I tested over a period of 5 days and the cost per conversion was just under $15. Prior to September 2015, the cost per conversion was under $3. The same campaigns and keywords had consistently produced $3 or less conversions for a number of years prior to Z DAY (the day the zombies hit). My average transaction total is $44. Clearly I'm losing my ass at $15 a conversion plus the credit card processing fees.

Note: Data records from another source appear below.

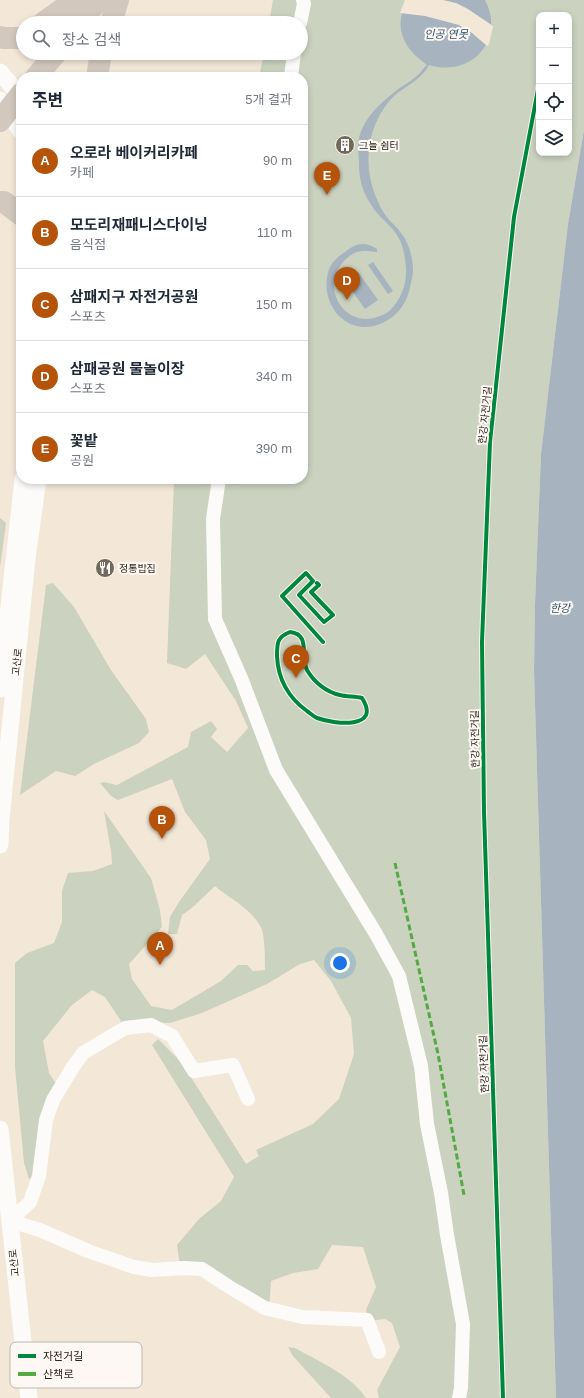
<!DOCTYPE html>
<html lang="ko">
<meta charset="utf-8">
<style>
body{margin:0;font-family:Helvetica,"Noto Sans KR",sans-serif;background:#f2f2f3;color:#1f2937}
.controls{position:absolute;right:12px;top:12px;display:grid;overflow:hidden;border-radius:8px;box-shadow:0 2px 6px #0003}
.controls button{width:36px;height:36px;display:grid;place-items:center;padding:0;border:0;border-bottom:1px solid #e0e1e3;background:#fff;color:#1f2937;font:20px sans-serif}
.you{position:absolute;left:340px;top:963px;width:14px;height:14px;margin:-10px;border:3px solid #fff;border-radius:50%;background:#1a73e8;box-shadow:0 0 0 6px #1a73e833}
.badge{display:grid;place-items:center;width:26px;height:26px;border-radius:50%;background:#b45309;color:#fff;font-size:13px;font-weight:700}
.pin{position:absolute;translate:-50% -33px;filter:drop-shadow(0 1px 2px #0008)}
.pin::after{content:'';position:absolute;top:21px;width:14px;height:12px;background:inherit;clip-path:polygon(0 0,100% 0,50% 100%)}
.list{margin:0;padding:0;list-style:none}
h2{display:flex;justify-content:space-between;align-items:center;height:52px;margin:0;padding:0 16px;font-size:17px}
h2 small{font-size:13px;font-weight:400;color:#747a83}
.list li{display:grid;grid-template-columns:26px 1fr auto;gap:12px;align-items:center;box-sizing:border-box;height:72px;padding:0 16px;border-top:1px solid #e0e1e3}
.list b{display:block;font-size:15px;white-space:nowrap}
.list p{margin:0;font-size:13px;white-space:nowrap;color:#747a83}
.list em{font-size:13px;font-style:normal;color:#747a83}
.icon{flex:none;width:22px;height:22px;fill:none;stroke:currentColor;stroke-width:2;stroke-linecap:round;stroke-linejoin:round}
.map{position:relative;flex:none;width:584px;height:1398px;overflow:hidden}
.search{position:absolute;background:#fff;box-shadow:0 2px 6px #0003;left:16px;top:16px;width:292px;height:44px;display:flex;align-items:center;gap:10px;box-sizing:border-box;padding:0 14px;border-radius:22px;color:#747a83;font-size:15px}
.panel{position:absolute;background:#fff;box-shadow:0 2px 6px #0003;left:16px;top:72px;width:292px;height:412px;border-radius:16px}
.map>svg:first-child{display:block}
.green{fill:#cbd2bf;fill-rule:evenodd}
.water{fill:#a7b3bf}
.pier{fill:#f3e7d8}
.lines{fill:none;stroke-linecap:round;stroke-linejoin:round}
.minor{stroke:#fdfbf9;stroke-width:14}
.tertiary{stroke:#fdfbf9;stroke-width:17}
.primary{stroke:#d2c8be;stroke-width:22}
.quiet{stroke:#54aa42;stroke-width:3;stroke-dasharray:6 3;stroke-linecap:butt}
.cycleway-casing{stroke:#fdf8f3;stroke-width:6}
.cycleway{stroke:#00873e;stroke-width:4}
.labels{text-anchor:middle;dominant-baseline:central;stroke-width:4;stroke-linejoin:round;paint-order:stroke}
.poi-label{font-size:10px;fill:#2d241a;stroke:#fdf8f3;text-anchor:start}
.street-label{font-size:10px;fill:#2d241a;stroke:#fdf8f3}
.water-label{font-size:11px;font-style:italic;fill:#2c5375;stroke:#fdf8f3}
.key{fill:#fdf8f3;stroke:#bfb8b2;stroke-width:1}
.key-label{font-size:11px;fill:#2d241a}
</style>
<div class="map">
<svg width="584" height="1398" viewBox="0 0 584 1398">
<rect width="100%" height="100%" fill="#f3e7d8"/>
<path class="green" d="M273,0H584V130L568,224L541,454L535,604L534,670L556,1398H379L377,1390L400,1347L392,1323L385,1319L369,1321L366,1310L376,1287L363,1247L332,1245L318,1269L293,1273L271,1281L269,1309L180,1266L177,1245L199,1219L221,1201L234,1177L152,1045L158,1039L182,1063L246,1164L259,1156L256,1150L313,1124L339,1099L354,1054L351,1018L331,981L314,960L300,964L267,984L202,1013L170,1023L142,1022L118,1028L121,1021L105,997L92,990L72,1005L43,1041L49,1073L58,1087L35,1177L29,1179L24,1163L15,1067V963L27,953L54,943L62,922V891L68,873L93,871L112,864L111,851L104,811L151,878L160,910L162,927L129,964L132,979L151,1006L172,1010L221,981L238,965H247L253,971L265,970C265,961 265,939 262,930C254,910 230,899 215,886L193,907L182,915L177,934H168L170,917L179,902L210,859L206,840L185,812L172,779L118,800L111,796L100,783L104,782L117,785L188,747L191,732L211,721L217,729L211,737L227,752L248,728L236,701L205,654L186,669L167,663L174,479H303V77H259L264,53H301V23H269ZM539,15H569V153H539Z
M0,518L6,523L0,567Z
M53,583L74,607L111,670L146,719L149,732L139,743L94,764L75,776L56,771L20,795L46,585Z
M288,1347L295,1348C318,1361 351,1375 366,1398H331L293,1356Z"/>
<path class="water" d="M407,0H485C506,40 471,78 429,65C421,80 407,85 395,95C387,102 379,115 375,125C362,156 369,194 389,220C393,224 398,228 401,233C409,243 413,258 413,270C413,274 412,279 411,282C408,302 399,316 380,324C373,327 364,328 357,326C332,320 320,290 330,267C333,261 339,256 345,252C356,243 365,241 377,249V252C372,252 367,250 362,251C355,251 349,256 344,261C319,287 345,331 380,316C386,314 390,311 394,306C408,288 408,270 403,249C398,227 380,221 370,203C362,191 359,178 359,163C359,157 358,151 358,145C360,121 379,104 397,90C404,85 413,80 419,74C422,71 424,67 427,65C403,48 393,28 407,0Z
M584,130V1398H556L534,670L535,604L541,454L568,224Z
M373,262L393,291L388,294L368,265Z
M358,272L378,300L365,309L345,281Z"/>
<path class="pier" d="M405,0H443L456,3L468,9L493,26L489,44L487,46L472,33L459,25L425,16L400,13Z"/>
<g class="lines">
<path class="minor" d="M300,23L304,4L303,0
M291,77L294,53
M219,479L213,519L215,619L241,678L276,770L376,934L399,976L421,1066L427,1124L441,1193L447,1235L463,1324L461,1388L459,1398
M248,1099L233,1065L194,1071L172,1036L151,1025L125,1028L83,1053L73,1067L53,1100L46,1120L39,1176L30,1202L10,1221L40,1230L88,1251L134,1267L152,1270L184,1268L202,1269L231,1288L265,1308L302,1317L367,1320L379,1352"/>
<path class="tertiary" d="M0,72L21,97
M0,100L21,131
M0,689L23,479
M0,845L1,819L27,558L38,479
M0,1129L29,1398"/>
<path class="primary" d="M43,23L75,0
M80,23L98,0
M111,23L118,0
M0,37L3,38H23
M36,77L56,53
M97,77L101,53
M0,121L21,94
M0,202H4L21,215"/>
<path class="quiet" d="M395,863L438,1054L464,1195"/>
<defs>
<path id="cycleway" d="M317,583L319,585L311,592L333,615L324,622L299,595L313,581L306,573L282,596L323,642
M290,632C311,634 300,656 307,670C314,682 326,692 340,695C347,697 355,696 362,698C382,730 334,724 317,718C313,716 310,713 307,711C289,698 278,679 277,656C277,643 277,637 290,632Z
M503,1398L484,812L482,642L490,442L514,217L539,84"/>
</defs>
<use href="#cycleway" class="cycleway-casing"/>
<use href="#cycleway" class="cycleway"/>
</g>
<defs>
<symbol id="building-disc" viewBox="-11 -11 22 22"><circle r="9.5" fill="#72685c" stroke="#fdf8f3"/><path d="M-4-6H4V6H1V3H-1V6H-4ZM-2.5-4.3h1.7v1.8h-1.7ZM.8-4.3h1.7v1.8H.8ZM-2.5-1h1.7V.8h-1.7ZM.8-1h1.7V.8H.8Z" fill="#fff"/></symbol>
<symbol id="restaurant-disc" viewBox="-11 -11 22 22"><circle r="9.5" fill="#72685c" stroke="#fdf8f3"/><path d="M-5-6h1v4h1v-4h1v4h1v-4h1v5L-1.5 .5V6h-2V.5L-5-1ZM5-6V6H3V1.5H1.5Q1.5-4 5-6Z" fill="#fff"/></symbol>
</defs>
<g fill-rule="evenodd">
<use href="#building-disc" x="334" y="134" width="22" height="22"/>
<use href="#restaurant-disc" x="94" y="557" width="22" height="22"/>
</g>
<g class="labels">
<g class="poi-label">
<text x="359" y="145">그늘 쉼터</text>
<text x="119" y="568">정통밥집</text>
</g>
<g class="street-label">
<text transform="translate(485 415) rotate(-84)">한강 자전거길</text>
<text transform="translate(17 662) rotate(-84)">고산로</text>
<text transform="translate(475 739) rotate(-91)">한강 자전거길</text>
<text transform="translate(484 1064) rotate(-92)">한강 자전거길</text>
<text transform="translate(14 1263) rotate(-96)">고산로</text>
</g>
<g class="water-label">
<text x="446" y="34">인공 연못</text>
<text x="560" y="608">한강</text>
</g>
</g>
<rect x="10" y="1342" width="132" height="46" rx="6" class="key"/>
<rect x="18" y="1354" width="18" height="4" fill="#00873e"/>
<rect x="18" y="1372" width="18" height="4" fill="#54aa42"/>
<g class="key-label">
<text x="43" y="1360">자전거길</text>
<text x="43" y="1378">산책로</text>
</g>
</svg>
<div class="controls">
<button>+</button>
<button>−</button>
<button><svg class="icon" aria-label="locate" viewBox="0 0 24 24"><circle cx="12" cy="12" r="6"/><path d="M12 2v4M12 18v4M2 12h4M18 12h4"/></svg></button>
<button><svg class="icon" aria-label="layers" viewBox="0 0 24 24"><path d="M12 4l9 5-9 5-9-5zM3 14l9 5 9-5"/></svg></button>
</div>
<div class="you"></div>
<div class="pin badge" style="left:160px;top:965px">A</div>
<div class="pin badge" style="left:162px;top:839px">B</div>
<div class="pin badge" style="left:296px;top:678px">C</div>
<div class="pin badge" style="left:347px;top:300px">D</div>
<div class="pin badge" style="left:327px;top:195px">E</div>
<div class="search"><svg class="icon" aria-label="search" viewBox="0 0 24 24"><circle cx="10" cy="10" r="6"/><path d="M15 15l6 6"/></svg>장소 검색</div>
<section class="panel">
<h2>주변<small>5개 결과</small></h2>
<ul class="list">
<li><span class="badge">A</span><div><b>오로라 베이커리카페</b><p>카페</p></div><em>90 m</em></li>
<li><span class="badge">B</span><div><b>모도리재패니스다이닝</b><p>음식점</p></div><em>110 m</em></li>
<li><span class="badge">C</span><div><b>삼패지구 자전거공원</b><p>스포츠</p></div><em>150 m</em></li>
<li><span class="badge">D</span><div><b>삼패공원 물놀이장</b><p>스포츠</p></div><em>340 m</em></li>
<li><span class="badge">E</span><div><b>꽃밭</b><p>공원</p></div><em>390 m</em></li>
</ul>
</section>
</div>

The level of manipulation by Google is quite high and easy to see. Imagine shirts (my ecommerce site is not fashion) with different sizes. One day Google sends buyers of small shirts, zombies take over for a few days then medium shirts sell. A few more days go by and Google suddenly sends buyers to large shirts. Meanwhile Bing and Yahoo have a mix of sales as one would expect from search results that are not heavily manipulated and overtaken by zombies. That's search traffic. On Amazon I am doing great and see a mix of sales each and every day. It's important to note a recent survey indicated Google is second to Amazon for product searches. See [searchengineland.com...] Therefore the largest percentage of buying traffic does not even bother with Google.

samwest

2:30 am on Jul 10, 2016 (gmt 0)

WebmasterWorld Senior Member 10+ Year Member Top Contributors Of The Month



Therefore the largest percentage of buying traffic does not even bother with Google.


And there's the crux of the biscuit! Buying traffic no longer searches Google. Besides a few million other factors, that's mostly the truth.
When I buy, I actually avoid Google and go directly to the Amazon warehouse. I do FBA too and I see much more natural sales patterns on Amazon.